Oh and they are in Colorado dodging the local equivalent of the Laundry (amongst other things).
Why did I want to read it?
As I’ve said before I’m working my way through the series in order (as is only right and proper). Thoughts on The Atrocity Archives, The Jennifer Morgue and The Fuller Memorandum have already been shared as linked.
What did I think of it?
I don’t know whether it’s because I read this so close to finishing the previous volume (and that’s why I usually take longish breaks between elements of a series) but it took me a bit longer to get into The Apocalypse Codex than normal, and the use of a greater amount of third person narrative (as opposed to us mostly seeing the action through Bob’s perspective) might not have helped. But once the Big Bad was identified and the action got under way then I was sucked in as per usual. The main new characters this time round were Jonny and Persephone (as mentioned above) and Gordon Lockhart, a senior manager in the Laundry who looks after External Assets.

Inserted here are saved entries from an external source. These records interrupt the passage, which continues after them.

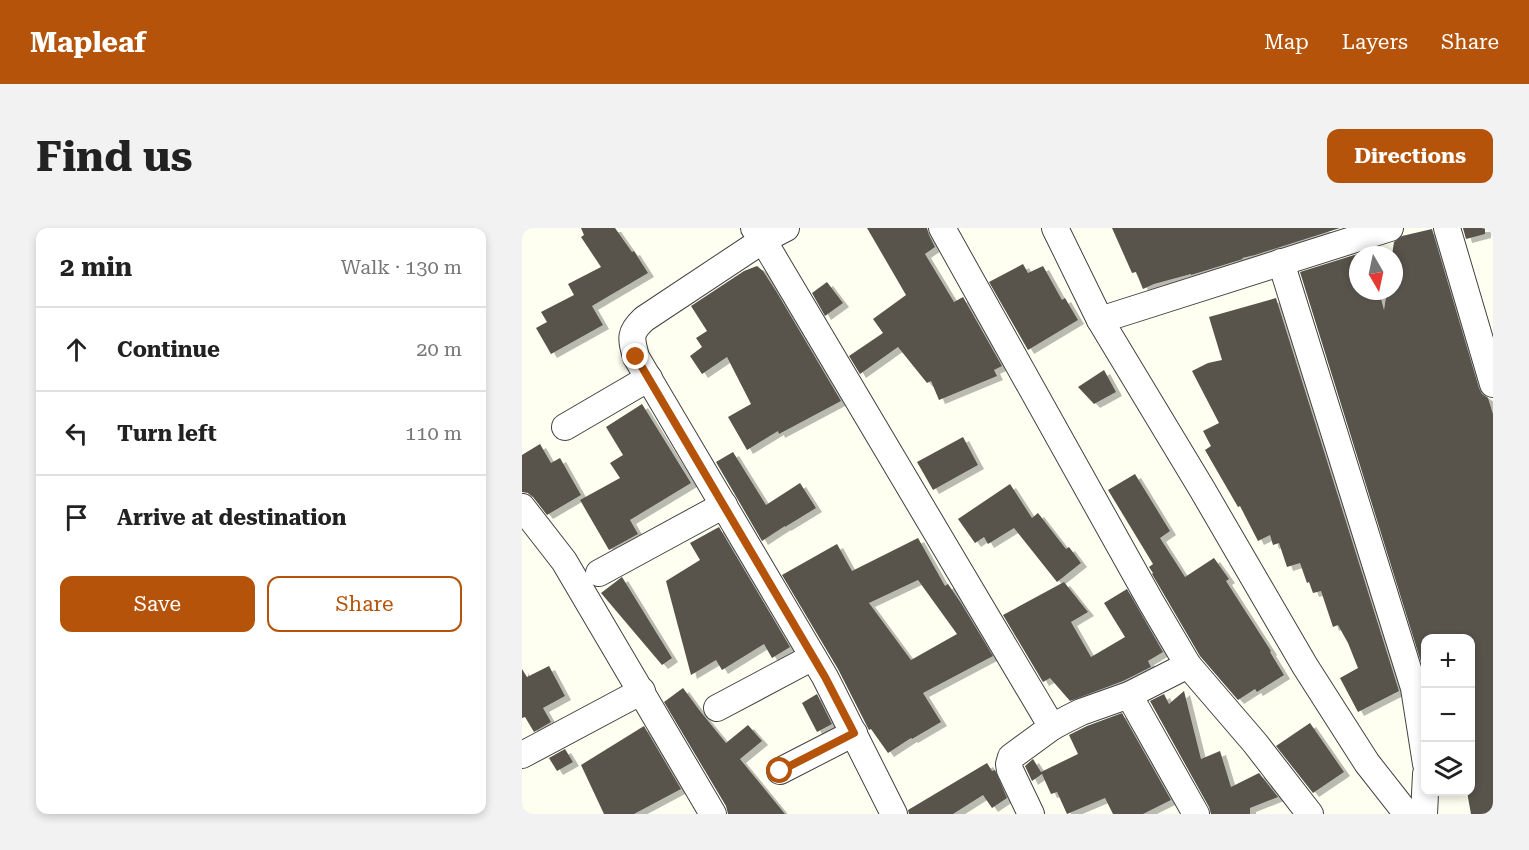 <!DOCTYPE html>
<html lang="en">
<head>
<meta charset="utf-8">
<style>
	body { margin:0; font-family:"Roboto Serif",serif; background:#f2f2f2; color:#222 }
	.controls { position:absolute; right:18px; bottom:18px; display:grid; overflow:hidden; border-radius:12px; box-shadow:0 3px 9px #0003 }
	.controls button { width:54px; height:54px; display:grid; place-items:center; padding:0; border:0; border-bottom:2px solid #e0e0e0; background:#fff; color:#222; font:30px sans-serif }
	.compass { position:absolute; left:827px; top:18px; width:54px; height:54px; border-radius:50%; background:#fff; box-shadow:0 3px 9px #0003; rotate:171deg }
	.stop { position:absolute; width:18px; height:18px; margin:-14px; border:4px solid #b45309; border-radius:50%; background:#fff }
	.stop.end { background:#b45309; border-color:#fff; box-shadow:0 2px 6px #0008 }
	.list { margin:0; padding:0; list-style:none }
	h2 { display:flex; justify-content:space-between; align-items:center; height:78px; margin:0; padding:0 24px; font-size:26px }
	h2 small { font-size:20px; font-weight:400; color:#767676 }
	.list li { display:grid; grid-template-columns:39px 1fr auto; gap:18px; align-items:center; box-sizing:border-box; height:84px; padding:0 24px; border-top:2px solid #e0e0e0 }
	.list b { display:block; font-size:22px; white-space:nowrap }
	.list em { font-size:20px; font-style:normal; color:#767676 }
	.actions { display:flex; gap:12px; padding:18px 24px }
	.actions a { flex:1; padding:14px 0; border:2px solid #b45309; border-radius:12px; text-align:center; font-size:21px; color:#b45309 }
	.actions .main { background:#b45309; color:#fff }
	.icon { flex:none; width:33px; height:33px; fill:none; stroke:currentColor; stroke-width:2; stroke-linecap:round; stroke-linejoin:round }
	.map { position:relative; flex:none; width:971px; height:586px; overflow:hidden; border-radius:12px }
	header { display:flex; align-items:center; gap:36px; box-sizing:border-box; height:84px; padding:0 30px; background:#b45309; color:#fff }
	header strong { font-size:28px }
	nav { display:flex; gap:33px; margin-inline-start:auto; font-size:21px }
	.intro { display:flex; align-items:center; justify-content:space-between; box-sizing:border-box; height:144px; padding:0 36px }
	h1 { margin:0; font-size:42px }
	.button { padding:15px 27px; border-radius:12px; background:#b45309; color:#fff; font-size:21px; font-weight:700 }
	main { display:flex; gap:36px; padding:0 36px }
	aside { flex:1; background:#fff; border-radius:12px; box-shadow:0 3px 9px #0003 }
	.map>svg:first-child { display:block }
	.building { fill:#58534b; fill-rule:evenodd; filter:url(#shadow) }
	.lines { fill:none; stroke-linecap:round; stroke-linejoin:round }
	.minor-casing { stroke:#424242; stroke-width:28 }
	.minor { stroke:#fff; stroke-width:26 }
	.route { stroke:#b45309; stroke-width:8 }
</style>
</head>
<body>
<header>
<strong>Mapleaf</strong>
<nav><a>Map</a><a>Layers</a><a>Share</a></nav>
</header>
<div class="intro"><h1>Find us</h1><a class="button">Directions</a></div>
<main>
<aside>
<h2>2 min<small>Walk · 130 m</small></h2>
<ul class="list">
<li><svg class="icon" aria-label="ahead" viewBox="0 0 24 24"><path d="M12 20V5M6 11l6-6 6 6"/></svg><div><b>Continue</b></div><em>20 m</em></li>
<li><svg class="icon" aria-label="left" viewBox="0 0 24 24"><path d="M17 20v-9H6M10 6l-5 5 5 5"/></svg><div><b>Turn left</b></div><em>110 m</em></li>
<li><svg class="icon" aria-label="arrive" viewBox="0 0 24 24"><path d="M6 21V4h12l-3 4 3 4H6"/></svg><div><b>Arrive at destination</b></div></li>
</ul>
<div class="actions"><a class="main">Save</a><a>Share</a></div>
</aside>
<div class="map">
<svg width="971" height="586" viewBox="0 0 971 586">
	<defs>
		<filter id="shadow"><feDropShadow dx="6" dy="4" stdDeviation="0" flood-color="#0004"/></filter>
	</defs>
	<rect width="100%" height="100%" fill="#fefff0"/>
	<g class="building">
		<path d="M 59,0 L 93,0 L 110,24 L 112,23 L 126,45 L 70,78 L 81,97 L 29,126 L 14,100 L 25,94 L 19,84 L 52,67 L 46,56 L 79,39 L 59,9 L 62,7 Z"/>
		<path d="M 345,0 L 405,0 L 407,7 L 413,19 L 403,26 L 432,74 L 441,69 L 480,138 L 472,142 L 475,148 L 417,172 L 409,153 L 405,155 L 376,119 L 338,146 L 327,128 L 361,105 L 351,91 L 384,67 Z"/>
		<path d="M 590,0 L 818,0 L 733,27 L 720,30 L 721,31 L 669,47 L 669,46 L 632,56 L 621,61 L 614,44 L 610,45 Z"/>
		<path d="M 941,0 L 963,0 L 963,6 L 944,11 Z"/>
		<path d="M 910,1 L 957,160 L 960,166 L 966,170 L 971,186 L 971,586 L 949,586 L 945,564 L 948,564 L 948,411 L 903,411 L 903,447 L 778,44 L 845,23 L 846,27 L 836,27 L 836,63 L 857,63 L 862,82 L 865,63 L 872,63 L 872,27 L 870,27 L 872,14 L 880,8 Z"/>
		<path d="M 501,36 L 506,45 L 521,38 L 540,72 L 543,70 L 556,92 L 506,122 L 467,54 Z"/>
		<path d="M 235,38 L 241,43 L 254,63 L 319,173 L 257,206 L 256,203 L 225,222 L 206,189 L 229,176 L 205,129 L 180,146 L 168,128 L 180,119 L 174,110 L 185,103 L 169,78 L 222,43 Z"/>
		<path d="M 305,54 L 321,75 L 303,88 L 290,65 Z"/>
		<path d="M 754,70 L 877,463 L 836,484 L 818,450 L 836,440 L 826,415 L 816,397 L 811,399 L 799,363 L 791,365 L 787,354 L 785,355 L 778,335 L 765,339 L 757,315 L 751,317 L 748,307 L 736,313 L 718,278 L 716,279 L 683,222 L 689,218 L 681,203 L 697,195 L 670,143 L 686,135 L 700,132 L 687,89 Z"/>
		<path d="M 582,142 L 594,164 L 572,176 L 556,159 Z"/>
		<path d="M 120,176 L 169,255 L 108,292 L 116,306 L 87,322 L 58,272 L 98,250 L 88,235 L 101,227 L 84,199 Z"/>
		<path d="M 441,209 L 456,237 L 411,262 L 395,234 Z"/>
		<path d="M 18,216 L 29,235 L 38,230 L 59,267 L 25,287 L 11,269 L 6,265 L 0,264 L 0,227 Z"/>
		<path d="M 211,224 L 244,277 L 278,255 L 294,280 L 263,299 L 263,298 L 240,313 L 194,234 Z"/>
		<path d="M 613,246 L 648,303 L 638,310 L 663,349 L 692,330 L 707,351 L 704,353 L 749,423 L 748,424 L 762,447 L 735,464 L 733,461 L 716,472 L 678,428 L 630,346 L 631,345 L 627,339 L 631,336 L 586,262 Z"/>
		<path d="M 488,256 L 510,290 L 516,285 L 544,321 L 547,319 L 559,335 L 535,354 L 492,300 L 466,316 L 462,309 L 453,315 L 436,291 Z"/>
		<path d="M 197,299 L 268,419 L 250,430 L 242,416 L 200,442 L 194,432 L 169,447 L 144,353 L 178,332 L 168,315 Z"/>
		<path d="M 396,310 L 423,358 L 426,356 L 439,375 L 471,428 L 401,465 L 419,494 L 390,511 L 389,510 L 366,525 L 349,501 L 347,502 L 316,441 L 260,347 L 315,316 L 330,343 ZM 396,352 L 435,406 L 389,432 L 347,375 Z"/>
		<path d="M 100,349 L 150,430 L 140,437 L 79,365 Z"/>
		<path d="M 542,354 L 566,384 L 549,394 L 569,429 L 603,409 L 582,375 L 605,361 L 641,424 L 626,433 L 629,439 L 601,453 L 548,473 L 528,450 L 521,454 L 481,387 Z"/>
		<path d="M 27,438 L 43,468 L 21,480 L 29,494 L 12,504 L 3,489 L 0,490 L 0,441 L 5,449 Z"/>
		<path d="M 161,460 L 178,483 L 204,515 L 226,497 L 240,513 L 218,531 L 263,586 L 206,586 L 204,578 L 142,474 Z"/>
		<path d="M 662,463 L 679,531 L 698,523 L 709,559 L 737,545 L 756,569 L 728,580 L 728,586 L 689,586 L 687,579 L 628,473 L 642,466 L 647,476 Z"/>
		<path d="M 295,466 L 310,496 L 295,504 L 280,475 Z"/>
		<path d="M 600,485 L 649,572 L 621,586 L 591,586 L 583,570 L 545,586 L 535,564 L 529,566 L 520,546 L 510,553 L 503,538 L 511,531 L 519,544 L 556,526 L 547,507 L 565,498 Z"/>
		<path d="M 788,495 L 822,544 L 791,565 L 754,518 Z"/>
		<path d="M 122,498 L 159,561 L 112,586 L 82,586 L 59,537 Z"/>
		<path d="M 43,521 L 51,534 L 35,543 L 27,530 Z"/>
		<path d="M 465,535 L 470,543 L 473,542 L 485,570 L 470,580 L 461,567 L 431,586 L 387,586 L 386,582 Z"/>
	</g>
	<g class="lines">
		<g class="minor-casing">
			<g id="minor">
				<path d="M 232,0 L 241,12 L 530,499"/>
				<path d="M 264,0 L 241,12 L 122,91 C 107,105 109,110 114,129 L 303,449 L 372,586"/>
				<path d="M 420,0 L 629,374 L 666,437 L 733,515 L 788,586"/>
				<path d="M 533,0 L 578,92 L 680,261 L 783,438 L 845,535 L 885,586"/>
				<path d="M 925,0 L 971,156"/>
				<path d="M 759,34 L 892,460 L 904,536"/>
				<path d="M 578,92 L 868,0"/>
				<path d="M 43,199 L 127,150"/>
				<path d="M 0,279 L 42,333 L 191,586"/>
				<path d="M 77,345 L 202,277"/>
				<path d="M 607,467 L 674,586"/>
				<path d="M 195,480 L 291,429"/>
				<path d="M 0,527 L 120,463"/>
				<path d="M 258,543 L 332,505"/>
				<path d="M 509,586 L 488,542 L 487,536 L 489,529 L 530,499 L 545,491 L 559,484 L 607,467 L 666,437"/>
				<path d="M 902,586 L 904,546"/>
			</g>
		</g>
		<use href="#minor" class="minor"/>
	</g>
	<g class="lines">
		<path class="route" d="M 114,129 L 303,449 L 332,505 L 258,543"/>
	</g>
</svg>
<div class="controls">
<button>+</button>
<button>−</button>
<button><svg class="icon" aria-label="layers" viewBox="0 0 24 24"><path d="M12 4l9 5-9 5-9-5zM3 14l9 5 9-5"/></svg></button>
</div>
<svg class="compass" viewBox="-18 -18 36 36"><path d="M0-13l5 13h-10z" fill="#e53935"/><path d="M0 13l5-13h-10z" fill="#767676"/></svg>
<div class="stop" style="left:258px;top:543px"></div>
<div class="stop end" style="left:114px;top:129px"></div>
</div>
</main>
</body>
</html>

So lots of new people and consequently not enough Mo or Angleton for my taste but once we are in the USA dealing with a completely bonkers evangelical church with a charismatic leader and a plan to bring forward the end of the world and save us all whether we want to be saved or not then those reservations all passed.
Of course the bad guys are (partially) unwitting dupes of something other than they expect, and of course the new guys underestimate Bob’s talents and skills because he looks like a boring civil servant, and of course it all goes a bit pear-shaped and they have to make it up as they go along, but the end of the world is diverted once again, we learn a lot more about the internal workings of the Laundry and things change for Bob, probably in a good way but we’ll wait and see.
I am still really enjoying this series and have one novel and three short stories to go to catch up, but may give myself a break for a bitto keep it all fresh. But as always, recommended if Lovecraftian-related administrative shenanigans are your bag.